WHAT YOU ARE ASKED TO DO:
Your reply should be a faithful copy of the records below, free of pictures.

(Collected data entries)
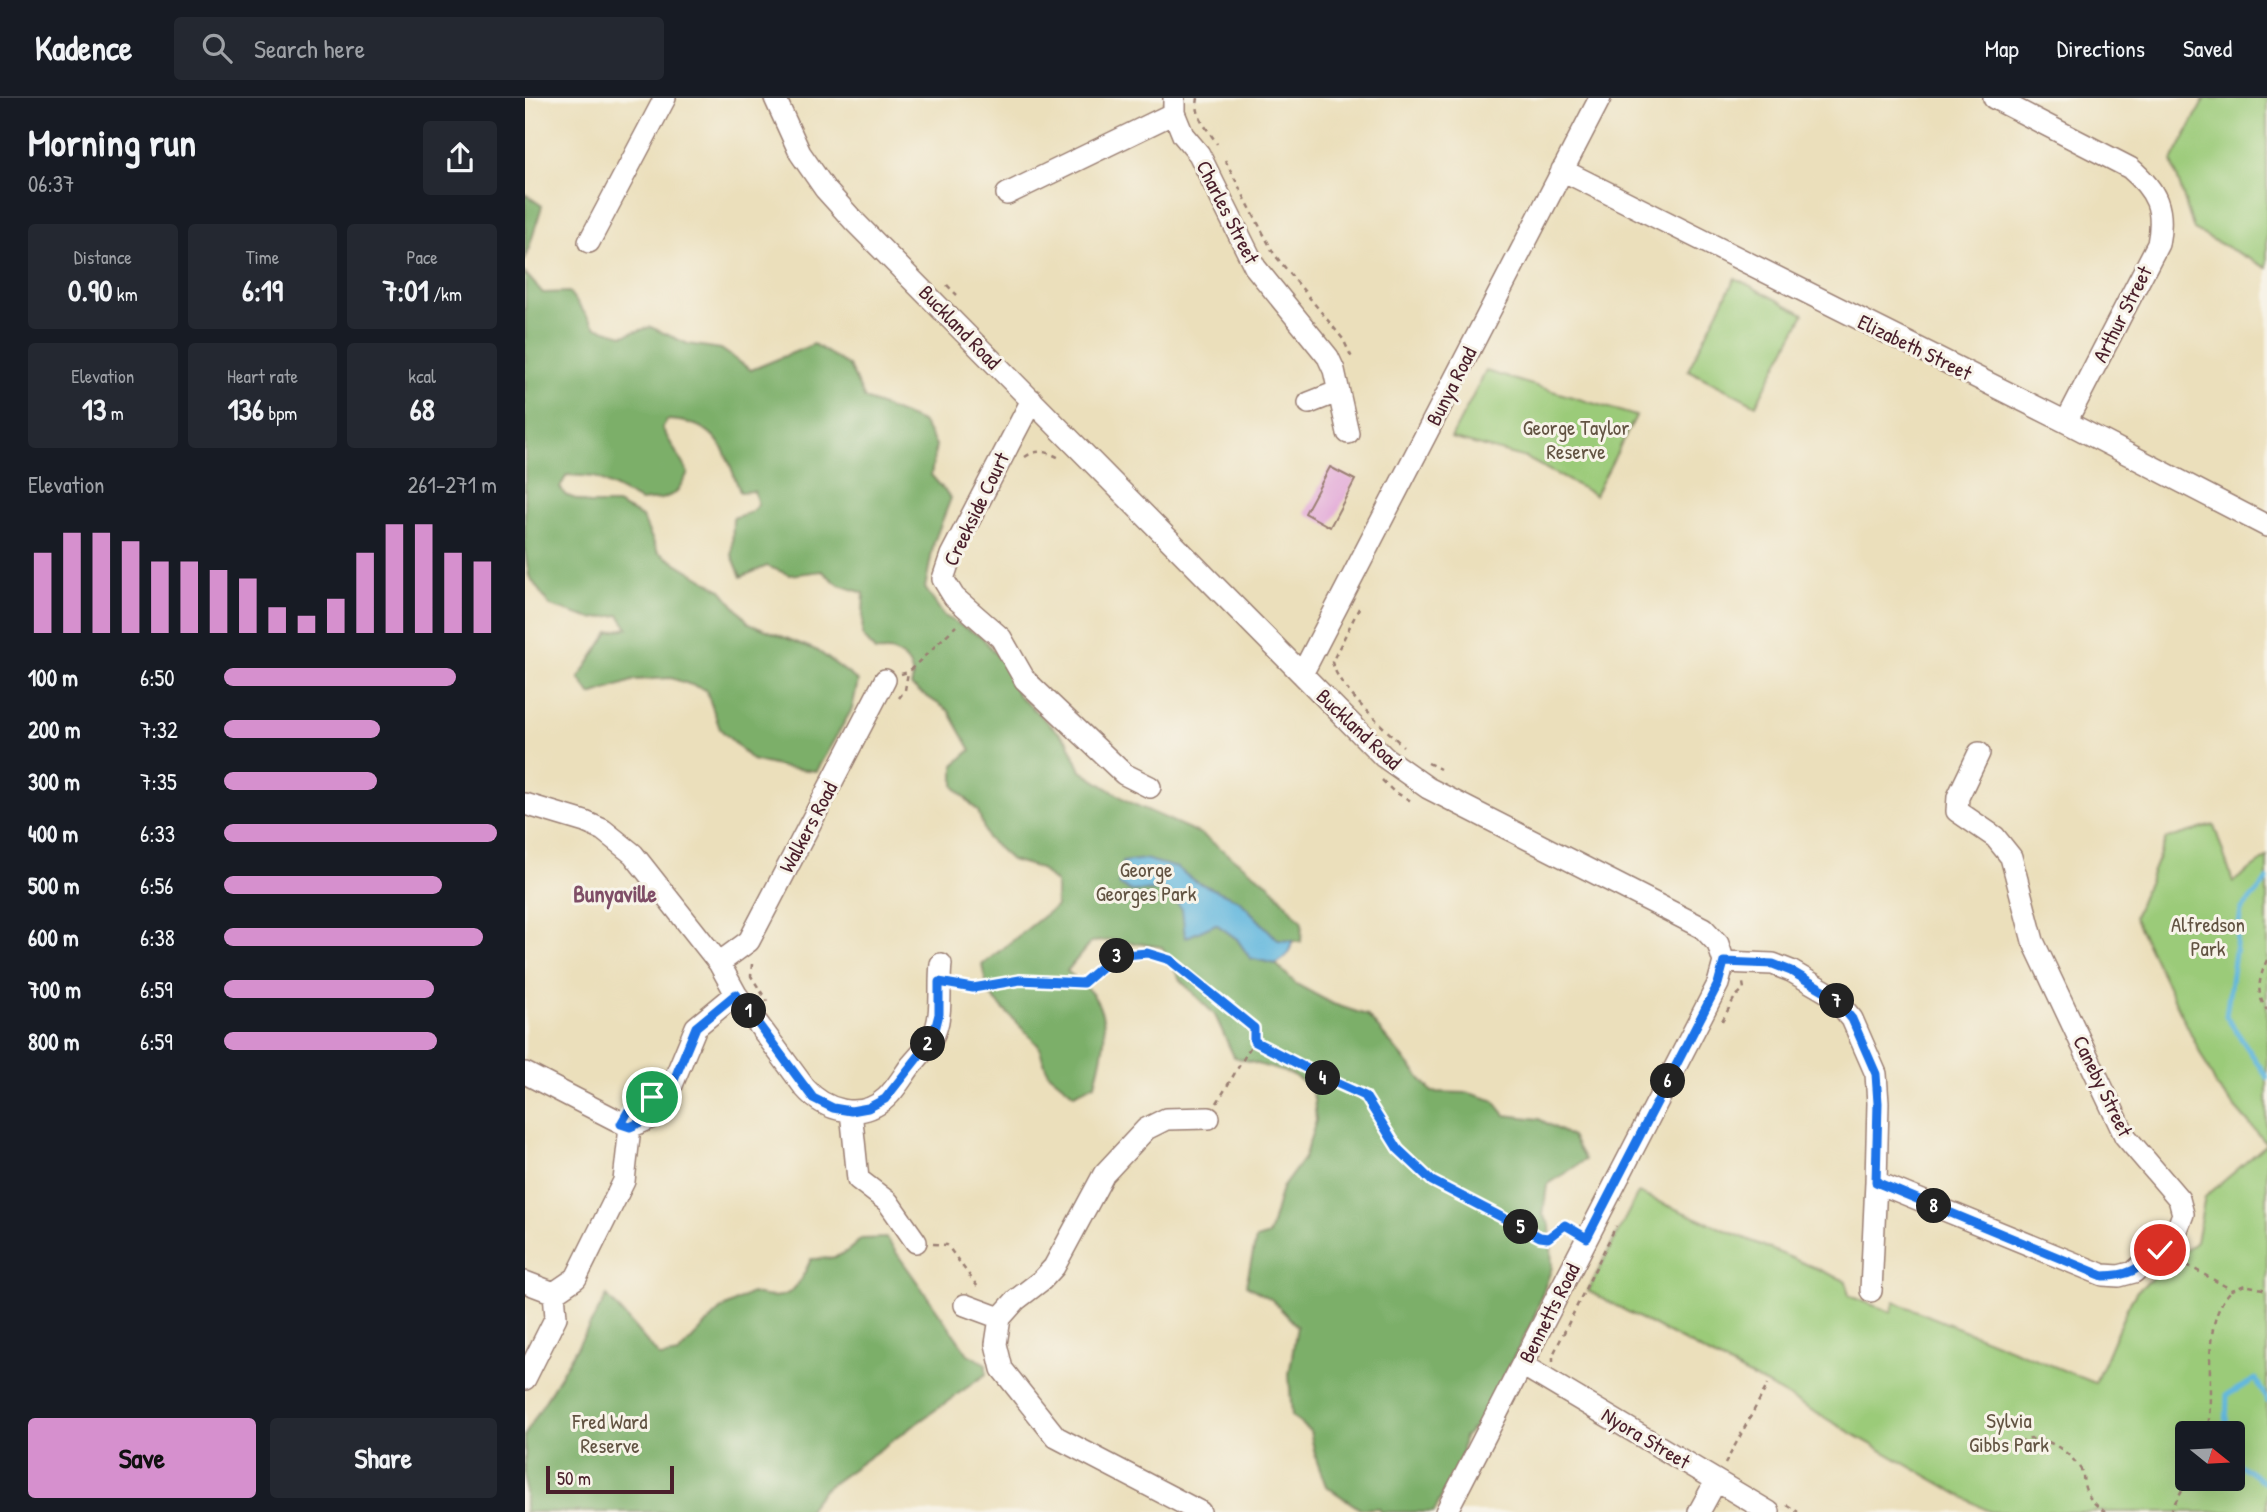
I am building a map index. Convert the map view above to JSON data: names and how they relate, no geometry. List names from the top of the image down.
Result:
{
  "streets": {
    "street": [
      "Charles Street",
      "Arthur Street",
      "Buckland Road",
      "Elizabeth Street",
      "Bunya Road",
      "Creekside Court",
      "Walkers Road",
      "Caneby Street",
      "Bennetts Road",
      "Nyora Street"
    ]
  },
  "crossings": [
    ["Arthur Street", "Elizabeth Street"],
    ["Buckland Road", "Bunya Road"],
    ["Buckland Road", "Creekside Court"],
    ["Buckland Road", "Bennetts Road"],
    ["Elizabeth Street", "Bunya Road"],
    ["Bennetts Road", "Nyora Street"]
  ],
  "districts": ["Bunyaville"],
  "parks": [
    "George Taylor Reserve",
    "George Georges Park",
    "Alfredson Park",
    "Sylvia Gibbs Park",
    "Fred Ward Reserve"
  ],
  "scale_bar": "50 m",
  "north": "right",
  "page": {
    "header": "Kadence",
    "search": "Search here",
    "nav": ["Map", "Directions", "Saved"],
    "heading": ["Morning run", "06:37"],
    "stats": [
      ["Distance", "0.90 km"],
      ["Time", "6:19"],
      ["Pace", "7:01 /km"],
      ["Elevation", "13 m"],
      ["Heart rate", "136 bpm"],
      ["kcal", "68"]
    ],
    "chart": ["Elevation", "261–271 m"],
    "list": [
      {
        "name": "100 m",
        "note": "6:50"
      },
      {
        "name": "200 m",
        "note": "7:32"
      },
      {
        "name": "300 m",
        "note": "7:35"
      },
      {
        "name": "400 m",
        "note": "6:33"
      },
      {
        "name": "500 m",
        "note": "6:56"
      },
      {
        "name": "600 m",
        "note": "6:38"
      },
      {
        "name": "700 m",
        "note": "6:59"
      },
      {
        "name": "800 m",
        "note": "6:59"
      }
    ],
    "pins": [
      "3",
      "7",
      "1",
      "2",
      "4",
      "6",
      "8",
      "5"
    ],
    "buttons": ["Save", "Share"],
    "scale": "50 m"
  }
}
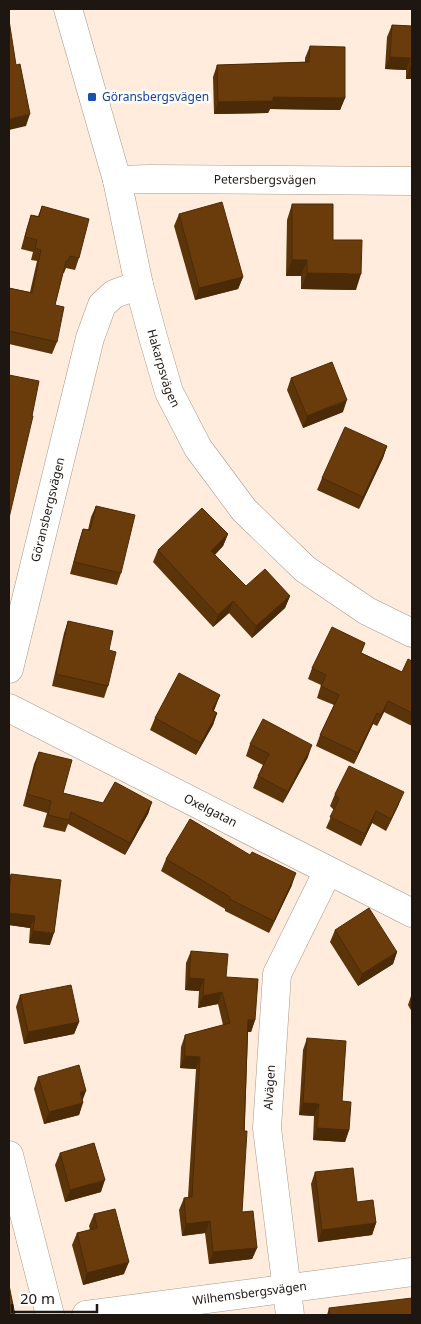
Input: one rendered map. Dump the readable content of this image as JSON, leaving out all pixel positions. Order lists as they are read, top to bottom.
{
  "streets": {
    "street": [
      "Petersbergsvägen",
      "Hakarpsvägen",
      "Göransbergsvägen",
      "Oxelgatan",
      "Alvägen",
      "Wilhemsbergsvägen"
    ]
  },
  "crossings": [
    ["Petersbergsvägen", "Hakarpsvägen"],
    ["Hakarpsvägen", "Göransbergsvägen"],
    ["Oxelgatan", "Alvägen"],
    ["Alvägen", "Wilhemsbergsvägen"]
  ],
  "places": {
    "transit": ["Göransbergsvägen"]
  },
  "scale_bar": "20 m"
}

EXERCISE RESPONSE:
I am building a map index. Convert the map view above to JSON data: names and how they relate, no geometry. List names from the top of the image down.
Result:
{
  "streets": {
    "street": [
      "Charles Street",
      "Arthur Street",
      "Buckland Road",
      "Elizabeth Street",
      "Bunya Road",
      "Creekside Court",
      "Walkers Road",
      "Caneby Street",
      "Bennetts Road",
      "Nyora Street"
    ]
  },
  "crossings": [
    ["Arthur Street", "Elizabeth Street"],
    ["Buckland Road", "Bunya Road"],
    ["Buckland Road", "Creekside Court"],
    ["Buckland Road", "Bennetts Road"],
    ["Elizabeth Street", "Bunya Road"],
    ["Bennetts Road", "Nyora Street"]
  ],
  "districts": ["Bunyaville"],
  "parks": [
    "George Taylor Reserve",
    "George Georges Park",
    "Alfredson Park",
    "Sylvia Gibbs Park",
    "Fred Ward Reserve"
  ],
  "scale_bar": "50 m",
  "north": "right",
  "page": {
    "header": "Kadence",
    "search": "Search here",
    "nav": ["Map", "Directions", "Saved"],
    "heading": ["Morning run", "06:37"],
    "stats": [
      ["Distance", "0.90 km"],
      ["Time", "6:19"],
      ["Pace", "7:01 /km"],
      ["Elevation", "13 m"],
      ["Heart rate", "136 bpm"],
      ["kcal", "68"]
    ],
    "chart": ["Elevation", "261–271 m"],
    "list": [
      {
        "name": "100 m",
        "note": "6:50"
      },
      {
        "name": "200 m",
        "note": "7:32"
      },
      {
        "name": "300 m",
        "note": "7:35"
      },
      {
        "name": "400 m",
        "note": "6:33"
      },
      {
        "name": "500 m",
        "note": "6:56"
      },
      {
        "name": "600 m",
        "note": "6:38"
      },
      {
        "name": "700 m",
        "note": "6:59"
      },
      {
        "name": "800 m",
        "note": "6:59"
      }
    ],
    "pins": [
      "3",
      "7",
      "1",
      "2",
      "4",
      "6",
      "8",
      "5"
    ],
    "buttons": ["Save", "Share"],
    "scale": "50 m"
  }
}
Input: one rendered map. Dump the readable content of this image as JSON, leaving out all pixel positions. Order lists as they are read, top to bottom.
{
  "streets": {
    "street": [
      "Petersbergsvägen",
      "Hakarpsvägen",
      "Göransbergsvägen",
      "Oxelgatan",
      "Alvägen",
      "Wilhemsbergsvägen"
    ]
  },
  "crossings": [
    ["Petersbergsvägen", "Hakarpsvägen"],
    ["Hakarpsvägen", "Göransbergsvägen"],
    ["Oxelgatan", "Alvägen"],
    ["Alvägen", "Wilhemsbergsvägen"]
  ],
  "places": {
    "transit": ["Göransbergsvägen"]
  },
  "scale_bar": "20 m"
}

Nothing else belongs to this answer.